Além do fato de o diário ser uma espécie de conversa com um leitor ainda não encontrado, mas esperado. A linguagem é direta e Nao não faz rodeios quando o assunto é de delicadeza maior, com perceptível respeito nos momentos em que fala sobre sua querida Jiko.
Nao e Ruth
O pacote em que estava o diário é encontrado por Ruth, escritora residente da ilha, que decide que fará a leitura tentando seguir o ritmo da escrita, um pouco por dia, conforme os acontecimentos vão sendo descritos.

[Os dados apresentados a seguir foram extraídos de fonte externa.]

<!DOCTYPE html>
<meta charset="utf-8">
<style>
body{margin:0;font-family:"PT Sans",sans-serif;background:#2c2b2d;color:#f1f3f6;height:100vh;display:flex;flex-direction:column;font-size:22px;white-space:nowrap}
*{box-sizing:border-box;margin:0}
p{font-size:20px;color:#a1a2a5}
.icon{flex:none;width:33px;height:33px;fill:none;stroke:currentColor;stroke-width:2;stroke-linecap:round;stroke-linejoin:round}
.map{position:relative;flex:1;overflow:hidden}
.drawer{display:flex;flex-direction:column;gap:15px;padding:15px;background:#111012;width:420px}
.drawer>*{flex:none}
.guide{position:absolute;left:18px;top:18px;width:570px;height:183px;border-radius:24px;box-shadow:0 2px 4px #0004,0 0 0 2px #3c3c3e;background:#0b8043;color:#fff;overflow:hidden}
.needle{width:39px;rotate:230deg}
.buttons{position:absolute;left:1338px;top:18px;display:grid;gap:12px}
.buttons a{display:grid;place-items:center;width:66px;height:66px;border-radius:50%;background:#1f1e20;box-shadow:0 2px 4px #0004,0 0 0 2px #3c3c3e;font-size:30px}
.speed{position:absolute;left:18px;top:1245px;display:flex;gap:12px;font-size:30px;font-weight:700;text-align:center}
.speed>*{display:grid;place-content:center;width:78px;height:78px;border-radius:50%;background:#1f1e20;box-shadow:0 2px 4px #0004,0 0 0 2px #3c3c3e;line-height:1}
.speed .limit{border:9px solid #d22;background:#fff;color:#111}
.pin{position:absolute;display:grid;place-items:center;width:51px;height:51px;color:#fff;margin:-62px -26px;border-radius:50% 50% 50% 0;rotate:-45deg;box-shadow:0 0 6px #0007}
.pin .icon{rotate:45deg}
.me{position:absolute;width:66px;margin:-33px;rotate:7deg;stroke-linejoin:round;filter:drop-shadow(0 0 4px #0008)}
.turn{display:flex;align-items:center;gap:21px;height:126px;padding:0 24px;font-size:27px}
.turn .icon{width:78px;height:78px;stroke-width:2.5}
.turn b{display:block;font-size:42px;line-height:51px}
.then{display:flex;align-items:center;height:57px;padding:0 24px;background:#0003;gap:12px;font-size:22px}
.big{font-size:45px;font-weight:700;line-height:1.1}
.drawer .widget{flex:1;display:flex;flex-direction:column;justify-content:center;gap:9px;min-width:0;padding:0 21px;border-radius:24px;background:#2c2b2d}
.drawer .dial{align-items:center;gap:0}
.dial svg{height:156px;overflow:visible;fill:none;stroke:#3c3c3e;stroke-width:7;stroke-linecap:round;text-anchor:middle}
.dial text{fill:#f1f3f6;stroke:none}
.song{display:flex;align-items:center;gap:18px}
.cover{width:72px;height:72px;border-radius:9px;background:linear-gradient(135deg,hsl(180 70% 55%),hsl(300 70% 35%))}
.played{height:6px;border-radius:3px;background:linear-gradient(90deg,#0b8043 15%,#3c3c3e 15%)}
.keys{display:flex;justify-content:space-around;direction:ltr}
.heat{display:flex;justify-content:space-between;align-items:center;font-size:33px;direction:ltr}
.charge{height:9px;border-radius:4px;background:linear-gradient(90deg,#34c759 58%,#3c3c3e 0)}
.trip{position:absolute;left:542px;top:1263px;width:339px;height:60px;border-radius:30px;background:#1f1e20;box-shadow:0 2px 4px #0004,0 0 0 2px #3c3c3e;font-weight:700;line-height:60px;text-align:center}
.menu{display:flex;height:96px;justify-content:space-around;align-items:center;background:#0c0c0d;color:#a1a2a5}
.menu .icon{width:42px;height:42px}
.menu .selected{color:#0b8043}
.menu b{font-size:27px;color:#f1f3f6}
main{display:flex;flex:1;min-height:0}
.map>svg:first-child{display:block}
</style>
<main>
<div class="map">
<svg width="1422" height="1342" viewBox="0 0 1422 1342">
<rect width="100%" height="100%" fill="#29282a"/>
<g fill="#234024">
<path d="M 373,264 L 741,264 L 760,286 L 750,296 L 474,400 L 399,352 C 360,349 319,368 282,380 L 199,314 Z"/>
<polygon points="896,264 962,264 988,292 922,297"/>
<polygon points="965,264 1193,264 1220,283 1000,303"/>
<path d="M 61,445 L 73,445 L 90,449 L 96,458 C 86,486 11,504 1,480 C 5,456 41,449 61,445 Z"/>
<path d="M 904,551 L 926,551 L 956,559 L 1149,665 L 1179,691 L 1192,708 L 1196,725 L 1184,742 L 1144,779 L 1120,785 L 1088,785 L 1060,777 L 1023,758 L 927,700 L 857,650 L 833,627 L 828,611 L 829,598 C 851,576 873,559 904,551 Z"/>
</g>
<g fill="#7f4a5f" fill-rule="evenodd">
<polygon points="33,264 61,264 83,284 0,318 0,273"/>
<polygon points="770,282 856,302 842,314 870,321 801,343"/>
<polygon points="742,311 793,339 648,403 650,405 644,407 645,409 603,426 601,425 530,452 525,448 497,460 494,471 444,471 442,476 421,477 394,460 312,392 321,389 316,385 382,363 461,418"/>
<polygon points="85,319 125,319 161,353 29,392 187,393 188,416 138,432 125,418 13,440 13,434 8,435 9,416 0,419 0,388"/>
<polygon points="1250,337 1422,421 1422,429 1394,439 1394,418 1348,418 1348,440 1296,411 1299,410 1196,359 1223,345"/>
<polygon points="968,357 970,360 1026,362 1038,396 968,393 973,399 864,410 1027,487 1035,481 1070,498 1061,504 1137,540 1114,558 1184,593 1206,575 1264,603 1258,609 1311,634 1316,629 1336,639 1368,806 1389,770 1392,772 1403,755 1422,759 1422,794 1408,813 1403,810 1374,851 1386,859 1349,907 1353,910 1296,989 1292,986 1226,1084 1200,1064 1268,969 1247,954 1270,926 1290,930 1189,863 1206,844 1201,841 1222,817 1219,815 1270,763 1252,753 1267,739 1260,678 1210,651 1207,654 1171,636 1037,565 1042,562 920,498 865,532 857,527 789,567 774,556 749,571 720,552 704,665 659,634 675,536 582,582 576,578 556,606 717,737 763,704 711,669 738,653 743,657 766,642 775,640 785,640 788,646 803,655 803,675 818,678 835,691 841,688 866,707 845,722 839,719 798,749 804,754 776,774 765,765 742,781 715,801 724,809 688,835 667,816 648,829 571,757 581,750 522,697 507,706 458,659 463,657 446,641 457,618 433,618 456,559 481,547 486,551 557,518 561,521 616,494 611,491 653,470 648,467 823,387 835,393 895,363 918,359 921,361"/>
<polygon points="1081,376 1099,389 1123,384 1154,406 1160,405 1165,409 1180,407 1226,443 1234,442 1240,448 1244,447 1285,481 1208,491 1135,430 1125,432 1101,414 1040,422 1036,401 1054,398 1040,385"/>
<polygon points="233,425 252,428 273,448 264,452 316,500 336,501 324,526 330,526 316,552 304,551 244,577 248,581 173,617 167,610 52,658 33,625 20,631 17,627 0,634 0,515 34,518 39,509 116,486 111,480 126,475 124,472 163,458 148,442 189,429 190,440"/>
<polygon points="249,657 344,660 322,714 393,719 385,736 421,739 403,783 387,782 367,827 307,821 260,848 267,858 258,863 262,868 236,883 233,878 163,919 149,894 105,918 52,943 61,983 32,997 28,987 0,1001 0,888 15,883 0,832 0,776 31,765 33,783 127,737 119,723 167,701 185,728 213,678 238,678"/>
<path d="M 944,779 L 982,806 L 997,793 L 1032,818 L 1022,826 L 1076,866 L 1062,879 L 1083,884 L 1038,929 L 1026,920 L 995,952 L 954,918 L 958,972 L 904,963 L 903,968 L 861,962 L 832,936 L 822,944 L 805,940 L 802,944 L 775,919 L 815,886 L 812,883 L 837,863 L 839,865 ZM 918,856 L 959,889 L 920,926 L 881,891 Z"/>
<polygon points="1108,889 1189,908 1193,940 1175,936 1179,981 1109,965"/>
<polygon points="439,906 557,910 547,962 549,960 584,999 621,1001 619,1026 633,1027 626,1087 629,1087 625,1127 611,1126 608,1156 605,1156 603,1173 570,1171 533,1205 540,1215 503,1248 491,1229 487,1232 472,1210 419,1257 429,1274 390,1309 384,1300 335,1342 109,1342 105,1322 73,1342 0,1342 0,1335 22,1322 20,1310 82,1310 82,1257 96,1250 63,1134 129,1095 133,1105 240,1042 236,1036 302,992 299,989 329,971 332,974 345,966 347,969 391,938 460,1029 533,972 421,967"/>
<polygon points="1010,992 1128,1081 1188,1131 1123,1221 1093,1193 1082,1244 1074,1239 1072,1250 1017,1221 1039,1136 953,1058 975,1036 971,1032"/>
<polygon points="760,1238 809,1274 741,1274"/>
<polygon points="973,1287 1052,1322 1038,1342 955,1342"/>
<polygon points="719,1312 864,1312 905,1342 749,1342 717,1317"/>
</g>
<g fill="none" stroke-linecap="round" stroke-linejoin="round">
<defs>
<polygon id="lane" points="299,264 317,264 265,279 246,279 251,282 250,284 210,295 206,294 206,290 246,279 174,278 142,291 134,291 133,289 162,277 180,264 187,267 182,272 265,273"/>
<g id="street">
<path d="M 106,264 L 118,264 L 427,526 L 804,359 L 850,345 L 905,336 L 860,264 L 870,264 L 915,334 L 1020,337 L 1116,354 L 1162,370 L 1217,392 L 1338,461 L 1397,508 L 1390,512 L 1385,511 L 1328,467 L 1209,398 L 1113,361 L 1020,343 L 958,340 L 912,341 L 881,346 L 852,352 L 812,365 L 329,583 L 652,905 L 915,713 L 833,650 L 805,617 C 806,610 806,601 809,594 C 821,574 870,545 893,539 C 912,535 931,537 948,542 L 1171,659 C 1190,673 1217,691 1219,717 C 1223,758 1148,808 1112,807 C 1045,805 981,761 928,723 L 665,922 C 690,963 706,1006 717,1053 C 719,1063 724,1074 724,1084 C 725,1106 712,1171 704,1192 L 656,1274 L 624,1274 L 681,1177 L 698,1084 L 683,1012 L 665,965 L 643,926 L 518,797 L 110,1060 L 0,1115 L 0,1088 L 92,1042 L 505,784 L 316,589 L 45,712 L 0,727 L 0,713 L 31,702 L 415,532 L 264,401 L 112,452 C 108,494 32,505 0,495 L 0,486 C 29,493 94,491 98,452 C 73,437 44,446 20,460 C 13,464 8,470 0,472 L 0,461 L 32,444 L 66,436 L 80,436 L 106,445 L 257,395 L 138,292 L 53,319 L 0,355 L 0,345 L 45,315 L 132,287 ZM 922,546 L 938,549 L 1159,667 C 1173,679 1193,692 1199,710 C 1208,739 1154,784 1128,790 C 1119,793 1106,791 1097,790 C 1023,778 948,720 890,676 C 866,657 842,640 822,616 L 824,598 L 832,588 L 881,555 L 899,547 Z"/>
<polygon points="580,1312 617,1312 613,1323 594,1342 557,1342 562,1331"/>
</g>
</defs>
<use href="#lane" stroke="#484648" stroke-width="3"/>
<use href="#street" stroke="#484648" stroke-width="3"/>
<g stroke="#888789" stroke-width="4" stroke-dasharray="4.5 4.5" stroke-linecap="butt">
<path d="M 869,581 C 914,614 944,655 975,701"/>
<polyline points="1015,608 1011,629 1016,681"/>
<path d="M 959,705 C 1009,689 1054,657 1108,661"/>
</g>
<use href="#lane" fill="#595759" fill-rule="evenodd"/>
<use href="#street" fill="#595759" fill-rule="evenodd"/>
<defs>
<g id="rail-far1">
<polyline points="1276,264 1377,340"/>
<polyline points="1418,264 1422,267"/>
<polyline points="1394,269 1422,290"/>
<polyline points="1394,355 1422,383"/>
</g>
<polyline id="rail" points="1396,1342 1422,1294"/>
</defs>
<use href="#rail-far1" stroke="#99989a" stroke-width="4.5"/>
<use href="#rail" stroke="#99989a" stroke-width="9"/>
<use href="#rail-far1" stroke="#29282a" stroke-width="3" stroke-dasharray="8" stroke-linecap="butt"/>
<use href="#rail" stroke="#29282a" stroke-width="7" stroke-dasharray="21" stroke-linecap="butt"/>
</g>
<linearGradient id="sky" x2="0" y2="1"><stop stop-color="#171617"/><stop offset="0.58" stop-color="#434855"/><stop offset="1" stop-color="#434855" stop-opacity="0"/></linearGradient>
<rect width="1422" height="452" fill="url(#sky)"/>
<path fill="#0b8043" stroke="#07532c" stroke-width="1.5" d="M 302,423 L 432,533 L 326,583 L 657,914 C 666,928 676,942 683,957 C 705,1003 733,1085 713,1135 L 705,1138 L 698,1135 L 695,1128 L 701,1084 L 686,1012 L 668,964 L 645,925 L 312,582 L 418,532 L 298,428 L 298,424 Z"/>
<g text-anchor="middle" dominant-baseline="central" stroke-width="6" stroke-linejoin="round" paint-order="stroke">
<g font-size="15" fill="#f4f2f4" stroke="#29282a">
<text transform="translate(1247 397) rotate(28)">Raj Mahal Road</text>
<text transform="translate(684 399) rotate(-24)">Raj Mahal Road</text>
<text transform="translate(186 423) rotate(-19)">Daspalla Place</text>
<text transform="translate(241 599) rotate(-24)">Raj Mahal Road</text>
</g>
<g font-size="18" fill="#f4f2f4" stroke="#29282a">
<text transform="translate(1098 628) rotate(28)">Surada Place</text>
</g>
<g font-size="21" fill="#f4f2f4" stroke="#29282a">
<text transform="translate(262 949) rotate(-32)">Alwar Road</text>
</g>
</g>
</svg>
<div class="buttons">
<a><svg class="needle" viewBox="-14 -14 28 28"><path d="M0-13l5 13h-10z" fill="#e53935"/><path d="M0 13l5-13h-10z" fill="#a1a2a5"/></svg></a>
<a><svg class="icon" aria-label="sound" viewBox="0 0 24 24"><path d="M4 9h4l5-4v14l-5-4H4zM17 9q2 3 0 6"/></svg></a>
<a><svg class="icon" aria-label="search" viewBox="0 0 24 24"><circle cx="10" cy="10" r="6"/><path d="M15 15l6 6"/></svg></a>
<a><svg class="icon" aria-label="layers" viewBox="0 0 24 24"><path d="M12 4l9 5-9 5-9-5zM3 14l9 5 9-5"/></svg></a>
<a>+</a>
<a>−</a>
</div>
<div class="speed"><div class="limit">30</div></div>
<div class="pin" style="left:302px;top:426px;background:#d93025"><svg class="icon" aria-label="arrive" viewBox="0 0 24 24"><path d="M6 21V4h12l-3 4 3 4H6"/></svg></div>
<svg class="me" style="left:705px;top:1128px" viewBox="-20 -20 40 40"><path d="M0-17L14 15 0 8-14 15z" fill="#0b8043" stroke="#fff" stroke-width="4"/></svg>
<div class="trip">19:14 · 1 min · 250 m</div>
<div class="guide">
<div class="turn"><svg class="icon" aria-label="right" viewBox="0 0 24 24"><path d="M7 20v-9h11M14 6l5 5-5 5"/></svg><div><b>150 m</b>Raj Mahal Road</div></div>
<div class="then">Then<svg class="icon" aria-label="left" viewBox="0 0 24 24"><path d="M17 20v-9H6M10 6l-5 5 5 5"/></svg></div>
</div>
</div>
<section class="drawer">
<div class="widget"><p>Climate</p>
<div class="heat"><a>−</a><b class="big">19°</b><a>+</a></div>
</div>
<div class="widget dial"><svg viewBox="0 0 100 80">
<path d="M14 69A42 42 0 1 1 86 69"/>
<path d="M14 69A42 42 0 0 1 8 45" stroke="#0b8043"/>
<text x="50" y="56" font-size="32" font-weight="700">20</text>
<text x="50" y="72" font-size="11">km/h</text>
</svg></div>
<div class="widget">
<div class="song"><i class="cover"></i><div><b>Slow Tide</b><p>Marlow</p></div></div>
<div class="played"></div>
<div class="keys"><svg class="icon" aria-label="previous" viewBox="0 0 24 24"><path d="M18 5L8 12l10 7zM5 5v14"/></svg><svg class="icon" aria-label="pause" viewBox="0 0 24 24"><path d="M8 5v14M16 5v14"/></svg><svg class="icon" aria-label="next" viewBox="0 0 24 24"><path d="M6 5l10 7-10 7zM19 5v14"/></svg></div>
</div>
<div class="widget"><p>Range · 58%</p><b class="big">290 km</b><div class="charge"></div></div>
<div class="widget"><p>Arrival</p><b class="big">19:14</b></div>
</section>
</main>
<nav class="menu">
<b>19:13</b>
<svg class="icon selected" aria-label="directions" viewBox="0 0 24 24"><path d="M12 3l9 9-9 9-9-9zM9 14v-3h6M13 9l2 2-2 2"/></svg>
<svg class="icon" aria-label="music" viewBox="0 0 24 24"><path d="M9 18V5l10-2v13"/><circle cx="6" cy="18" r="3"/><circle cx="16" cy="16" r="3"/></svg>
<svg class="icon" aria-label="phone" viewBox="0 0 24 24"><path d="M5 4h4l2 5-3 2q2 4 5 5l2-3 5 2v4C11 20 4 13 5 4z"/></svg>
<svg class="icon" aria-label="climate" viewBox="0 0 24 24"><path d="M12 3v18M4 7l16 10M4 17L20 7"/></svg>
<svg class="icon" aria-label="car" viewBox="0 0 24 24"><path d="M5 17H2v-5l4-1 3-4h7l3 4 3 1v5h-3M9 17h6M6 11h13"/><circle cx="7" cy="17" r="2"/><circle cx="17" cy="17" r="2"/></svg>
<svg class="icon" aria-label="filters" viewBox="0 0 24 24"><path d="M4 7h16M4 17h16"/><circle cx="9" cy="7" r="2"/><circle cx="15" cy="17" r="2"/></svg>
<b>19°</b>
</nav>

O envolvimento é tanto que Ruth é tomada por uma intensa necessidade de acompanhar e proteger Nao, ainda que não possua ao menos a confirmação da sua existência. Ao mesmo tempo, recebe auxílio do marido, um ambientalista excêntrico com um olhar incomum sobre o mundo ao seu redor, e os demais moradores da ilha, que, como em qualquer comunidade pequena, possuem o velho hábito de se inserir nos assuntos alheios.
As histórias de Nao e Ruth, que se alternam para o leitor, além de serem informativos sobre cultura japonesa, ainda trazem pinceladas de ecologia através das diversas explanações feitas pelo marido de Ruth, filosofias no modo de agir e pensar de Jiko, e física quântica, unindo e misturando as duas narrativas.
Ruth Ozeki, a autora do livro, emprestou seu nome e profissão a uma das personagens principais, e assim como Nao, é japonesa de sangue e canadense de criação, e como Jiko, é monja zen budista.
A terra inteira e o céu infinito é seu terceiro romance e rendeu diversos prêmios como Man Booker Prize (2013), Asian/Pacific American Award for Literature (2014) e International IMPAC Dublin Award (2015), citando apenas alguns.